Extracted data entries
◆ ◆ ◆ ◆ ◆ ◆ ◆

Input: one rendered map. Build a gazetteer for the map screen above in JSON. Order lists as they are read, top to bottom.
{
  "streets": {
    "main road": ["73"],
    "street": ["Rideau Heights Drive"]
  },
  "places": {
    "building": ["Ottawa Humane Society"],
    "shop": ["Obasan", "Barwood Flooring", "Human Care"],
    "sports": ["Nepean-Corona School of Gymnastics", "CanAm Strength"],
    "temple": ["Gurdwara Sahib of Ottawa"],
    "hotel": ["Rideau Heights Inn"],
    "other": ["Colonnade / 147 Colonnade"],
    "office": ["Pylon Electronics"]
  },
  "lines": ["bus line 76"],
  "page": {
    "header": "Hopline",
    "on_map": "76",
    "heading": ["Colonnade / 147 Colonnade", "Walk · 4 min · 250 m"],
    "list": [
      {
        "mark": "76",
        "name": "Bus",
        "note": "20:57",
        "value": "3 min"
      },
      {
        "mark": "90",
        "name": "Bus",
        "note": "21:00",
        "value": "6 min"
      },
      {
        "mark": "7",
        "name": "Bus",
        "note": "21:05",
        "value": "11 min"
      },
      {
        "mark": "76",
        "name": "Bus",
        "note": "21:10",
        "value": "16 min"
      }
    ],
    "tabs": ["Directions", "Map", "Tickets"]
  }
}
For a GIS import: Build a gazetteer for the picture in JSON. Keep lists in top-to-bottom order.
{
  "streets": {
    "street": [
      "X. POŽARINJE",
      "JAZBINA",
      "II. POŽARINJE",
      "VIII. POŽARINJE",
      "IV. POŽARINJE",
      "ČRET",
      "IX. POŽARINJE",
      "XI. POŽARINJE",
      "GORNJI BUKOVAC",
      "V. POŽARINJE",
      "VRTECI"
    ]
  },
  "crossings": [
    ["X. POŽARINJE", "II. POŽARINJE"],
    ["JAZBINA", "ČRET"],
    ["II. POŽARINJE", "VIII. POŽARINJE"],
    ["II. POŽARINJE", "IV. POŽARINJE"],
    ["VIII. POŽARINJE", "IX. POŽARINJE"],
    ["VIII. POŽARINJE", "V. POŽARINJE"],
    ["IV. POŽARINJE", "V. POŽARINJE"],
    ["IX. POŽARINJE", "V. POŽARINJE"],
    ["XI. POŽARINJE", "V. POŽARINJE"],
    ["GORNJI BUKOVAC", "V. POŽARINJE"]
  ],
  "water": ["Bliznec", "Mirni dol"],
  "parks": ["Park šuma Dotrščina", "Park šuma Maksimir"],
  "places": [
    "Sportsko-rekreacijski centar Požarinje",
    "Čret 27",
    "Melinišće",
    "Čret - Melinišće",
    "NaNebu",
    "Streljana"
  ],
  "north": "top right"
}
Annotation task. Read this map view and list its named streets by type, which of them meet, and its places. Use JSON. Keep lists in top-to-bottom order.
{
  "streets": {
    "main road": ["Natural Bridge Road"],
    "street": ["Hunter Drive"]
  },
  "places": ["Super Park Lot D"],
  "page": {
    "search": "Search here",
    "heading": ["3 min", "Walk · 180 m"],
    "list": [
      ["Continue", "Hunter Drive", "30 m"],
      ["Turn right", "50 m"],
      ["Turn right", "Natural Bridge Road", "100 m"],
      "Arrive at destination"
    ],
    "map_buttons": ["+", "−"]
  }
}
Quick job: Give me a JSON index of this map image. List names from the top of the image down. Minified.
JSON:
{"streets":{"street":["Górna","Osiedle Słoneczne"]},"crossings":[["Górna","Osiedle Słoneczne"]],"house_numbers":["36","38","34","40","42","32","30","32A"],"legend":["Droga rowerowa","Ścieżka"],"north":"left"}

◆ ◆ ◆ ◆ ◆ ◆ ◆

▸ **ASSIGNMENT**:
Print the entries once more, identical in every line.

▸ **ANSWER TO THIS EXERCISE**:
Input: one rendered map. Build a gazetteer for the map screen above in JSON. Order lists as they are read, top to bottom.
{
  "streets": {
    "main road": ["73"],
    "street": ["Rideau Heights Drive"]
  },
  "places": {
    "building": ["Ottawa Humane Society"],
    "shop": ["Obasan", "Barwood Flooring", "Human Care"],
    "sports": ["Nepean-Corona School of Gymnastics", "CanAm Strength"],
    "temple": ["Gurdwara Sahib of Ottawa"],
    "hotel": ["Rideau Heights Inn"],
    "other": ["Colonnade / 147 Colonnade"],
    "office": ["Pylon Electronics"]
  },
  "lines": ["bus line 76"],
  "page": {
    "header": "Hopline",
    "on_map": "76",
    "heading": ["Colonnade / 147 Colonnade", "Walk · 4 min · 250 m"],
    "list": [
      {
        "mark": "76",
        "name": "Bus",
        "note": "20:57",
        "value": "3 min"
      },
      {
        "mark": "90",
        "name": "Bus",
        "note": "21:00",
        "value": "6 min"
      },
      {
        "mark": "7",
        "name": "Bus",
        "note": "21:05",
        "value": "11 min"
      },
      {
        "mark": "76",
        "name": "Bus",
        "note": "21:10",
        "value": "16 min"
      }
    ],
    "tabs": ["Directions", "Map", "Tickets"]
  }
}
For a GIS import: Build a gazetteer for the picture in JSON. Keep lists in top-to-bottom order.
{
  "streets": {
    "street": [
      "X. POŽARINJE",
      "JAZBINA",
      "II. POŽARINJE",
      "VIII. POŽARINJE",
      "IV. POŽARINJE",
      "ČRET",
      "IX. POŽARINJE",
      "XI. POŽARINJE",
      "GORNJI BUKOVAC",
      "V. POŽARINJE",
      "VRTECI"
    ]
  },
  "crossings": [
    ["X. POŽARINJE", "II. POŽARINJE"],
    ["JAZBINA", "ČRET"],
    ["II. POŽARINJE", "VIII. POŽARINJE"],
    ["II. POŽARINJE", "IV. POŽARINJE"],
    ["VIII. POŽARINJE", "IX. POŽARINJE"],
    ["VIII. POŽARINJE", "V. POŽARINJE"],
    ["IV. POŽARINJE", "V. POŽARINJE"],
    ["IX. POŽARINJE", "V. POŽARINJE"],
    ["XI. POŽARINJE", "V. POŽARINJE"],
    ["GORNJI BUKOVAC", "V. POŽARINJE"]
  ],
  "water": ["Bliznec", "Mirni dol"],
  "parks": ["Park šuma Dotrščina", "Park šuma Maksimir"],
  "places": [
    "Sportsko-rekreacijski centar Požarinje",
    "Čret 27",
    "Melinišće",
    "Čret - Melinišće",
    "NaNebu",
    "Streljana"
  ],
  "north": "top right"
}
Annotation task. Read this map view and list its named streets by type, which of them meet, and its places. Use JSON. Keep lists in top-to-bottom order.
{
  "streets": {
    "main road": ["Natural Bridge Road"],
    "street": ["Hunter Drive"]
  },
  "places": ["Super Park Lot D"],
  "page": {
    "search": "Search here",
    "heading": ["3 min", "Walk · 180 m"],
    "list": [
      ["Continue", "Hunter Drive", "30 m"],
      ["Turn right", "50 m"],
      ["Turn right", "Natural Bridge Road", "100 m"],
      "Arrive at destination"
    ],
    "map_buttons": ["+", "−"]
  }
}
Quick job: Give me a JSON index of this map image. List names from the top of the image down. Minified.
JSON:
{"streets":{"street":["Górna","Osiedle Słoneczne"]},"crossings":[["Górna","Osiedle Słoneczne"]],"house_numbers":["36","38","34","40","42","32","30","32A"],"legend":["Droga rowerowa","Ścieżka"],"north":"left"}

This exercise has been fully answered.